11.3.5 One-Hot Encoding¶
Scikit-learn provides a function OneHotEncoder
that converts a feature into one-hot matrix. As with the pandas dummies, additional columns corresponding to the values of the given categories are created.
Let’s apply it to embark_town
.
[88]:
titanic['embark_town'].value_counts()
[88]:
Southampton 554
Cherbourg 130
Queenstown 28
Name: embark_town, dtype: int64
[89]:
titanic.head()
[89]:
index | survived | pclass | age | sibsp | parch | fare | who | adult_male | embark_town | alone | embark_town_ord | female | male | |
---|---|---|---|---|---|---|---|---|---|---|---|---|---|---|
0 | 0 | 0 | 3 | 22.0 | 1 | 0 | 7.2500 | 0 | 1.0 | Southampton | 0.0 | 2 | 0 | 1 |
1 | 1 | 1 | 1 | 38.0 | 1 | 0 | 71.2833 | 1 | 0.0 | Cherbourg | 0.0 | 0 | 1 | 0 |
2 | 2 | 1 | 3 | 26.0 | 0 | 0 | 7.9250 | 1 | 0.0 | Southampton | 1.0 | 2 | 1 | 0 |
3 | 3 | 1 | 1 | 35.0 | 1 | 0 | 53.1000 | 1 | 0.0 | Southampton | 0.0 | 2 | 1 | 0 |
4 | 4 | 0 | 3 | 35.0 | 0 | 0 | 8.0500 | 0 | 1.0 | Southampton | 1.0 | 2 | 0 | 1 |
[90]:
from sklearn.preprocessing import OneHotEncoder
one_hot = OneHotEncoder()
town_encoded = one_hot.fit_transform(titanic[['embark_town']])
[91]:
one_hot.categories_
[91]:
[array(['Cherbourg', 'Queenstown', 'Southampton'], dtype=object)]
[92]:
town_encoded
[92]:
<712x3 sparse matrix of type '<class 'numpy.float64'>'
with 712 stored elements in Compressed Sparse Row format>
The output of OneHotEncoder is a sparse matrix.

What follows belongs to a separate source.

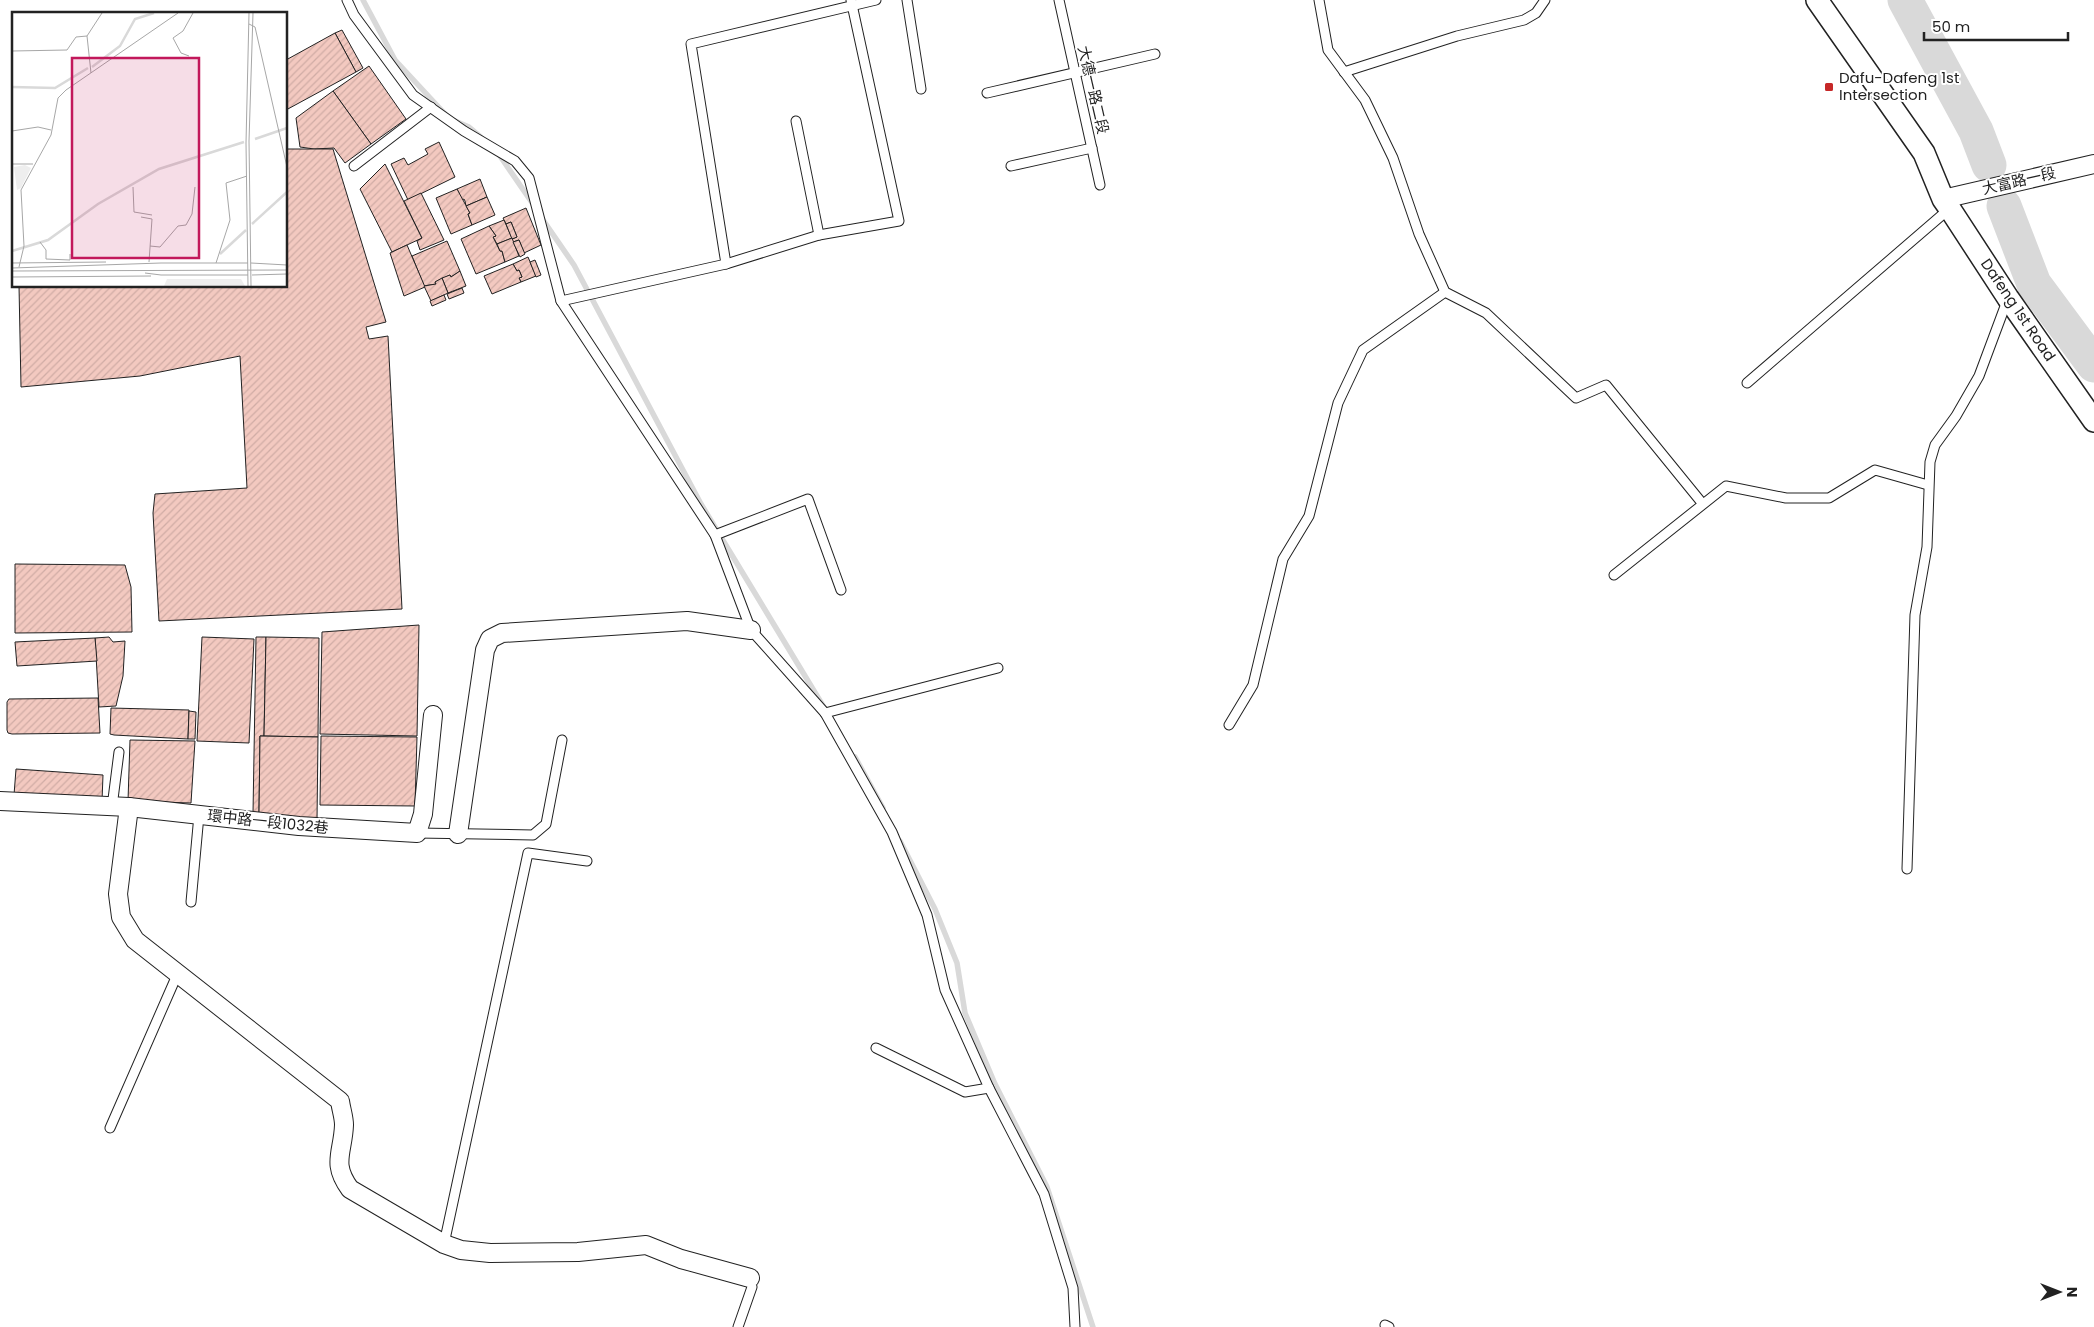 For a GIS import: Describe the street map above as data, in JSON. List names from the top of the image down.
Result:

We will need to convert it into NumPy array first, and afterward we can convert it into pandas DataFrame.
[93]:
town_encoded = town_encoded.toarray()
[94]:
columns = list(one_hot.categories_)
town_df = pd.DataFrame(town_encoded, columns=columns)
town_df.head()
[94]:
Cherbourg | Queenstown | Southampton | |
---|---|---|---|
0 | 0.0 | 0.0 | 1.0 |
1 | 1.0 | 0.0 | 0.0 |
2 | 0.0 | 0.0 | 1.0 |
3 | 0.0 | 0.0 | 1.0 |
4 | 0.0 | 0.0 | 1.0 |
[95]:
titanic.drop('embark_town',axis=1, inplace=True)
[96]:
titanic[['Cherbourg', 'Queenstown', 'Southampton']] = town_df
[97]:
titanic.head()
[97]:
index | survived | pclass | age | sibsp | parch | fare | who | adult_male | alone | embark_town_ord | female | male | Cherbourg | Queenstown | Southampton | |
---|---|---|---|---|---|---|---|---|---|---|---|---|---|---|---|---|
0 | 0 | 0 | 3 | 22.0 | 1 | 0 | 7.2500 | 0 | 1.0 | 0.0 | 2 | 0 | 1 | 0.0 | 0.0 | 1.0 |
1 | 1 | 1 | 1 | 38.0 | 1 | 0 | 71.2833 | 1 | 0.0 | 0.0 | 0 | 1 | 0 | 1.0 | 0.0 | 0.0 |
2 | 2 | 1 | 3 | 26.0 | 0 | 0 | 7.9250 | 1 | 0.0 | 1.0 | 2 | 1 | 0 | 0.0 | 0.0 | 1.0 |
3 | 3 | 1 | 1 | 35.0 | 1 | 0 | 53.1000 | 1 | 0.0 | 0.0 | 2 | 1 | 0 | 0.0 | 0.0 | 1.0 |
4 | 4 | 0 | 3 | 35.0 | 0 | 0 | 8.0500 | 0 | 1.0 | 1.0 | 2 | 0 | 1 | 0.0 | 0.0 | 1.0 |
Choosing an encoding strategy¶
Choosing an encoding strategy depends on the used models and the type of categories (i.e., ordinal vs. nominal). In general, One-Hot Encoding is the encoding strategy used when the downstream models are linear models, while Ordinal Encoding is often a good strategy with tree-based models.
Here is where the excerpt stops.